▸ Materials provided:
== Segment start ==

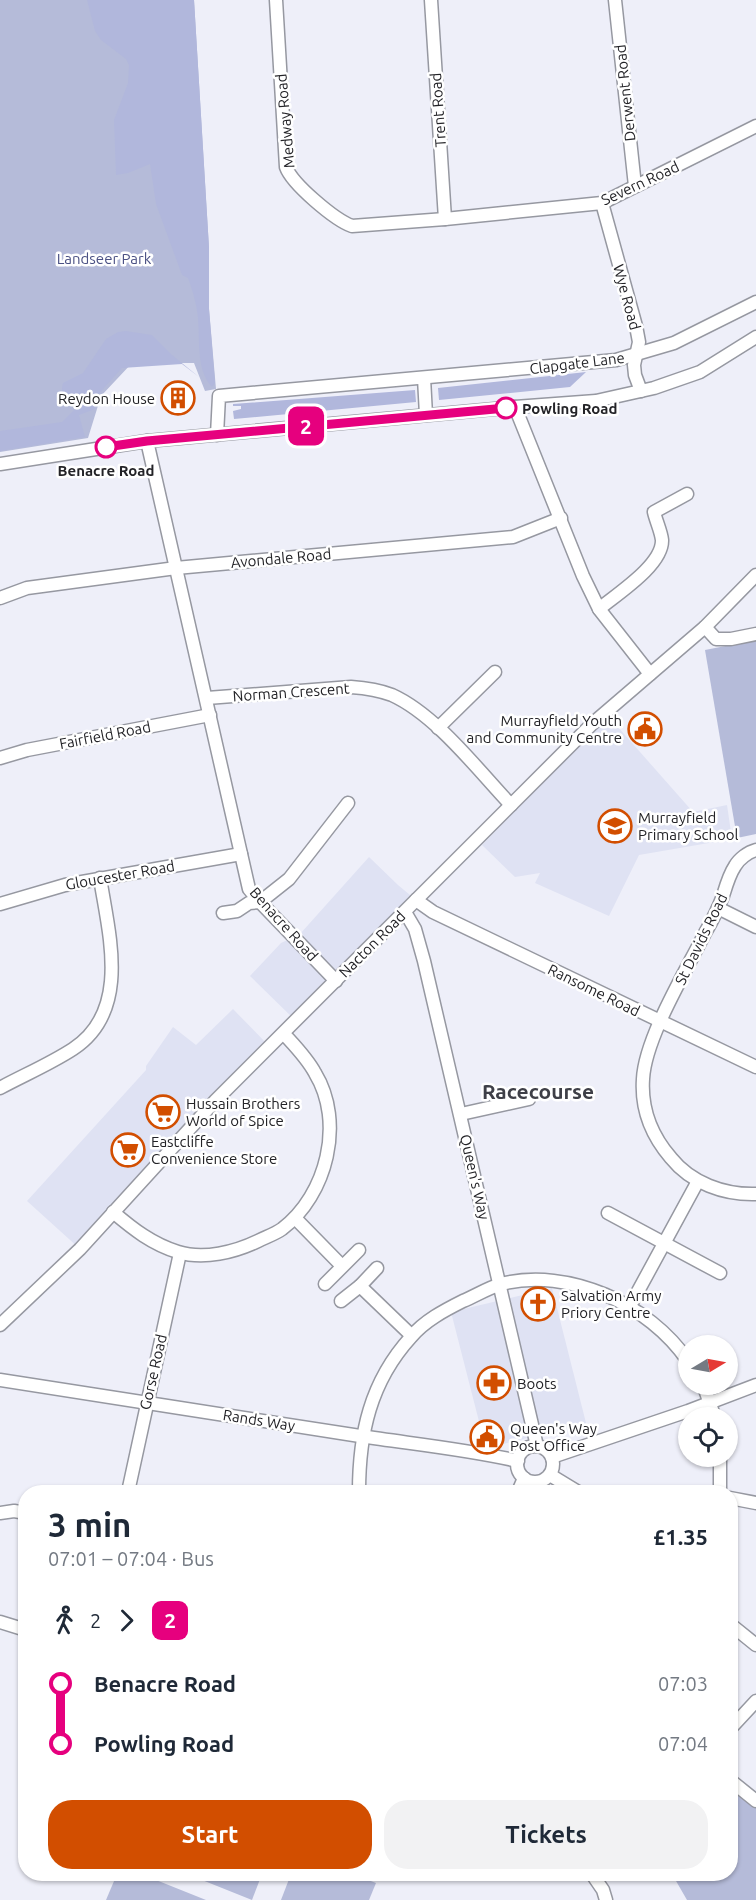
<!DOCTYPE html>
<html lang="en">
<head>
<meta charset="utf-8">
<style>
	body { margin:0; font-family:Ubuntu,sans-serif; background:#f2f2f3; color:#1f2937; height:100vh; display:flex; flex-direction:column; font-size:22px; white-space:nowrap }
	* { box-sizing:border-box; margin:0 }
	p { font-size:20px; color:#747a83 }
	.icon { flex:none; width:33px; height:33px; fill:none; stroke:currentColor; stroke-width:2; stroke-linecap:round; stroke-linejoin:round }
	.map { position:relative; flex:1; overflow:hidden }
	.panel { position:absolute; left:18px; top:1485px; width:720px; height:396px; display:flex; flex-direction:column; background:#fff; border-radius:24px; box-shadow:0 2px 4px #0004 }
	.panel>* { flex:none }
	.badge { padding:0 12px; border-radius:9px; font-size:21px; line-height:39px }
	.needle { width:39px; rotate:80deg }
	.buttons { position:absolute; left:678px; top:1335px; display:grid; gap:12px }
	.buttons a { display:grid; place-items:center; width:60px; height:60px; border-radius:50%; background:#fff; box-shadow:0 2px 4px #0004; font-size:30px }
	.map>.badge { position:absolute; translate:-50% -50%; box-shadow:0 0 0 3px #fff }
	.legs { display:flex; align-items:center; gap:9px; height:66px; padding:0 30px; font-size:20px }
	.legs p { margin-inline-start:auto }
	.summary { display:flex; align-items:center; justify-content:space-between; height:102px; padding:0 30px }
	h1 { font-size:33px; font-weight:700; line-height:45px }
	.button { display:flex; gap:12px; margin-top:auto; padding:12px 30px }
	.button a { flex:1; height:69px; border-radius:24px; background:#d24e00; color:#fff; font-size:24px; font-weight:700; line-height:69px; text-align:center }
	.button a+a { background:#f2f2f3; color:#1f2937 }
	ul { padding:0 30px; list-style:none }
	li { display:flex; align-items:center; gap:21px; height:60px; font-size:22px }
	li i { display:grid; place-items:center; width:9px; height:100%; margin:0 8px; background:currentColor }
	li i::after { content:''; width:15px; height:15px; margin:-8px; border:4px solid; border-radius:50%; background:#fff }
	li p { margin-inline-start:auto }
	li:first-child i { background:linear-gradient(#0000 50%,currentColor 0) }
	li:last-child i { background:linear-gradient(currentColor 50%,#0000 0) }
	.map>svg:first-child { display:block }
</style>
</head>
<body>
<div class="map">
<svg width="756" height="1900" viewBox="0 0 756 1900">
	<rect width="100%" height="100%" fill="#eeeff9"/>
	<g fill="#dfe2f3">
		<path d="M610,718L693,812L727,805L732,839L639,855L609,916L535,883L540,873L515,877L482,845L597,728Z"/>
		<path d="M369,857L398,885L416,900L296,1021L250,976L281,943L300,934Z"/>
		<path d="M233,1009L270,1047L80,1249L27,1201L146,1070V1066L173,1027L196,1045Z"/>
		<path d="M552,1288L586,1423L503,1444L484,1441L451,1312Z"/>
	</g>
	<g fill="#b5bbd9">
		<path d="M0,0H194L209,248V309L216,389L205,391L194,363H132L101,396L88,438L0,452Z"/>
		<path d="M756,640V834L737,838L705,650Z"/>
		<path d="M731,1780L756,1801V1900H687L672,1874H730Z"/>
		<path d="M117,1874H141L206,1900H106Z"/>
		<path d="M187,1874H262L252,1900Z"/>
		<path d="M291,1874H352L376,1883L369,1900H281Z"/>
	</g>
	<g fill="#b1b7dc">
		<path d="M87,0H194L209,248V309L215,383L212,387C196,370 200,341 198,319C197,305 193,292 188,278L182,275L156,204L150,164L128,173L116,175L114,120L128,83L129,65L126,59L101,40L95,31Z"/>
		<path d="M126,331L152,335L172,355L199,377L210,391L199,377L182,364L122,368L96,397L95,409L79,415L85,437L0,451V431L62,422L79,405L78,403C68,399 59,395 63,383L83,373L106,339L118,332Z"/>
		<path d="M586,372L570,387L439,400L438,388Z"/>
		<path d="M415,390L416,402L234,419L233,411L241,409V406H233V404Z"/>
	</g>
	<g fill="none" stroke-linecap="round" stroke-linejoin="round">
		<defs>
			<g id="minor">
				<path d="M276,0L286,167C292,184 335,220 352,226L445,219L602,203L756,126"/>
				<path d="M431,0L445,219"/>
				<path d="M615,0L635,186"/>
				<path d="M602,203L636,326L639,342L634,365L635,375L641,391"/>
				<path d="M424,378L426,415"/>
				<path d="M515,407L583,576L599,609L650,674"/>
				<path d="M217,435L219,396L616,360L674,343L756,302"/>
				<path d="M147,441L249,889L260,902L336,981"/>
				<path d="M0,464L147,441L515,407L596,401L654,388L700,372L756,337"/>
				<path d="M0,598L27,588L176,568L513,537L561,518"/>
				<path d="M599,609C617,594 663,565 662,540C661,531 656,521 654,512L687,494"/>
				<path d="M705,627L716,639H731L756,634"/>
				<path d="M207,698L351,687C365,688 379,690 392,695C436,715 477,769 511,805"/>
				<path d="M438,728L495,672"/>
				<path d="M0,758L27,750L210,715"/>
				<path d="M756,850C748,852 739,859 735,866C729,875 726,886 723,896C718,909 712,921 705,933C686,971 645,1038 643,1079C641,1109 652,1136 671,1158C691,1183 724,1195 756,1194"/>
				<path d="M416,900L433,912L756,1067"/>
				<path d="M0,904L65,885L241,854"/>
				<path d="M718,908L756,927"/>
				<path d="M405,912L415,929L424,961L537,1446"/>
				<path d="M223,913L237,911L249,903L260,902L289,879L348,803"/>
				<path d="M0,1088C24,1075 50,1064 73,1049C131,1011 109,935 100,878"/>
				<path d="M461,1114L529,1099"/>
				<path d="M113,1212C133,1229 152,1244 178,1252C204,1260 235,1252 258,1241C266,1237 275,1234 282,1229C327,1195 345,1122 315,1073C307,1058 295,1046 284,1034"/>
				<path d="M608,1213L720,1273"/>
				<path d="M295,1218L342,1266"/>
				<path d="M325,1284L359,1250"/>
				<path d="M360,1286L377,1268"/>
				<path d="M341,1301L360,1286L411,1335"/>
				<path d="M630,1306L698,1181"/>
				<path d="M0,1325L80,1249L215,1101L592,724L705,627L756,575"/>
				<path d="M0,1380C120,1398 240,1418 360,1436C413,1444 466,1449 518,1461"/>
				<path d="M703,1384L715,1418"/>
				<circle cx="535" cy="1464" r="18"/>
				<path d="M720,1456V1492"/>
				<path d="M552,1457L688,1411L756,1385"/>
				<path d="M550,1475L578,1492"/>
				<path d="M128,1492L180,1253"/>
				<path d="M359,1492C359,1434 370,1382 411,1337C424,1321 445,1310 463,1301C475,1296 488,1288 501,1284C569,1267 649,1304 688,1361"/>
				<path d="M518,1492L524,1478"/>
				<path d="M730,1498L756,1503"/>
				<path d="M0,1513L14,1511L26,1513"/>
				<path d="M0,1622L26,1630"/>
				<path d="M730,1624L756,1645"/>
				<path d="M730,1729L756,1701"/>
				<path d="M730,1780L756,1801"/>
				<path d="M592,1874L603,1890L606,1900"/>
			</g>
		</defs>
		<use href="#minor" stroke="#9698a1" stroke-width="15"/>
		<use href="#minor" stroke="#fff" stroke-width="12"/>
	</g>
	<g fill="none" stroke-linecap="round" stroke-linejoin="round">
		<defs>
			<path id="line-1" d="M106,447L147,441L506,408"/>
		</defs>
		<use href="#line-1" stroke="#fff" stroke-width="14"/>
		<use href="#line-1" stroke="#e6007e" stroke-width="9"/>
	</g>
	<defs>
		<symbol id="building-ring" viewBox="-11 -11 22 22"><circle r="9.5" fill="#fff" stroke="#d24e00" stroke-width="1.5"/><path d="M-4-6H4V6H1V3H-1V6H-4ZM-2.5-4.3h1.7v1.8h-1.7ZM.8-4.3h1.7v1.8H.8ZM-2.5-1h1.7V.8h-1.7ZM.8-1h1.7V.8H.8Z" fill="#d24e00"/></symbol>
		<symbol id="civic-ring" viewBox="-11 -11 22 22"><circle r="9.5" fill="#fff" stroke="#d24e00" stroke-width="1.5"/><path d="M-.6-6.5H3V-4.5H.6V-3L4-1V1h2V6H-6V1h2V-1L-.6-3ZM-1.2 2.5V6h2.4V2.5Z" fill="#d24e00"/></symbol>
		<symbol id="school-ring" viewBox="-11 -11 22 22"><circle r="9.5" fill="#fff" stroke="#d24e00" stroke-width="1.5"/><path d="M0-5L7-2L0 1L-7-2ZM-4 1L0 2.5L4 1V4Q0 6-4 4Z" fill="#d24e00"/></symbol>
		<symbol id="supermarket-ring" viewBox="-11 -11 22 22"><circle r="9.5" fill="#fff" stroke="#d24e00" stroke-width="1.5"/><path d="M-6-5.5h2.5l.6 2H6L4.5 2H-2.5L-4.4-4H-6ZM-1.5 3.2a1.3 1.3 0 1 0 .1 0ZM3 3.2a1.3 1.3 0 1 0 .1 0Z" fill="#d24e00"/></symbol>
		<symbol id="church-ring" viewBox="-11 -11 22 22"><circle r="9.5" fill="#fff" stroke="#d24e00" stroke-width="1.5"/><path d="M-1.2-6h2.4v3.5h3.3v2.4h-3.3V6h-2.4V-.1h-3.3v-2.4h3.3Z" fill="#d24e00"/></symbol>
		<symbol id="pharmacy-ring" viewBox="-11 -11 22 22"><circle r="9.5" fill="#fff" stroke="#d24e00" stroke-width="1.5"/><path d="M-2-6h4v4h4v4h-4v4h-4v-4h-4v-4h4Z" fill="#d24e00"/></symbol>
	</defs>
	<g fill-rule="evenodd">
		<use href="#building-ring" x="159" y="379" width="38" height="38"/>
		<use href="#civic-ring" x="626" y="710" width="38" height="38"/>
		<use href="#school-ring" x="596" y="807" width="38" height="38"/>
		<use href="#supermarket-ring" x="144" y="1093" width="38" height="38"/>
		<use href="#supermarket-ring" x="109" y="1131" width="38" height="38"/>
		<use href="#church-ring" x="519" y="1285" width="38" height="38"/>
		<use href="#pharmacy-ring" x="475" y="1364" width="38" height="38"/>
		<use href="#civic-ring" x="468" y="1418" width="38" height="38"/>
	</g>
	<g fill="#fff" stroke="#e6007e" stroke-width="3">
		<circle cx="506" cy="408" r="10"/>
		<circle cx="106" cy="447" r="10"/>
	</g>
	<g text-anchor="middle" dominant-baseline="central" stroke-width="5" stroke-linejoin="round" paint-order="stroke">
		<g font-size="15" fill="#232327" stroke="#fff">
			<text transform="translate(625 93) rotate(-96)">Derwent Road</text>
			<text transform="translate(438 110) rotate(-94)">Trent Road</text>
			<text transform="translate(285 121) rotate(-95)">Medway Road</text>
			<text transform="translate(640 183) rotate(-25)">Severn Road</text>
			<text transform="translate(627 297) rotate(75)">Wye Road</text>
			<text transform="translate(577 363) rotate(-7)">Clapgate Lane</text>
			<text transform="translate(281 558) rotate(-5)">Avondale Road</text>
			<text transform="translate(291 692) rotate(-4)">Norman Crescent</text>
			<text transform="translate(105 735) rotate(-11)">Fairfield Road</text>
			<text transform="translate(120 875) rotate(-10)">Gloucester Road</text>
			<text transform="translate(284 924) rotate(48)">Benacre Road</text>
			<text transform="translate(701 939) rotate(-64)">St Davids Road</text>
			<text transform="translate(372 944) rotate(-45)">Nacton Road</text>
			<text transform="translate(594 990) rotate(26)">Ransome Road</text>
			<text transform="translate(475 1177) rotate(77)">Queen's Way</text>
			<text transform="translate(153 1372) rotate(-77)">Gorse Road</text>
			<text transform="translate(259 1420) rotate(9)">Rands Way</text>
		</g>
		<g font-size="15" fill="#4b5184" stroke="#fff">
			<text x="104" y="258">Landseer Park</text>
		</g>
		<g font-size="15" fill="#232327" stroke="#fff" text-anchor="start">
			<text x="155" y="398" text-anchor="end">Reydon House</text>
			<text x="622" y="720" text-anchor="end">Murrayfield Youth<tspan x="622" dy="17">and Community Centre</tspan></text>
			<text x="638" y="817">Murrayfield<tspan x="638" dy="17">Primary School</tspan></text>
			<text x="186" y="1103">Hussain Brothers<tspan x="186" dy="17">World of Spice</tspan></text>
			<text x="151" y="1141">Eastcliffe<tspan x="151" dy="17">Convenience Store</tspan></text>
			<text x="561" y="1295">Salvation Army<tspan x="561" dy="17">Priory Centre</tspan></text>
			<text x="517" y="1383">Boots</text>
			<text x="510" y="1428">Queen's Way<tspan x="510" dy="17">Post Office</tspan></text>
		</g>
		<g font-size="15" font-weight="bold" fill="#232327" stroke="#fff" text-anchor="start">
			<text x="522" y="408">Powling Road</text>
			<text x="106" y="470" text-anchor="middle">Benacre Road</text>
		</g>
		<g font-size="21" font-weight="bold" fill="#3e3f47" stroke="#fff">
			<text x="538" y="1091">Racecourse</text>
		</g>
	</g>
</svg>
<div class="buttons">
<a><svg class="needle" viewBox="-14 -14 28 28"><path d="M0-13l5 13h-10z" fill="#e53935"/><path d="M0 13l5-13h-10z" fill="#747a83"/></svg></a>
<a><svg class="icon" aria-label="locate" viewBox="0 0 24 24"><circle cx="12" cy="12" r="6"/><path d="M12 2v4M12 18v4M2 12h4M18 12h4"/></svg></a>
</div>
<b class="badge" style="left:306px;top:426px;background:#e6007e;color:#fff">2</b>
<section class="panel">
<div class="summary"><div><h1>3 min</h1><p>07:01 – 07:04 · Bus</p></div><b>£1.35</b></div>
<div class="legs"><svg class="icon" aria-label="walk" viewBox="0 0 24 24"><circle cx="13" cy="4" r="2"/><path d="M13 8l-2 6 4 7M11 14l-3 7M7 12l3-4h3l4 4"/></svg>2<svg class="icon" aria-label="forward" viewBox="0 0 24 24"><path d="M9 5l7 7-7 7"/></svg><b class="badge" style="background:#e6007e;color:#fff">2</b></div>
<ul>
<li><i style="color:#e6007e"></i><b>Benacre Road</b><p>07:03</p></li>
<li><i style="color:#e6007e"></i><b>Powling Road</b><p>07:04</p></li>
</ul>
<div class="button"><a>Start</a><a>Tickets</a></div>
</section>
</div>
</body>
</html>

== Segment end ==

▸ Work request: List every line in the records above that contains the word "buttons".

▸ Solution to this task:
	.buttons { position:absolute; left:678px; top:1335px; display:grid; gap:12px }
	.buttons a { display:grid; place-items:center; width:60px; height:60px; border-radius:50%; background:#fff; box-shadow:0 2px 4px #0004; font-size:30px }
<div class="buttons">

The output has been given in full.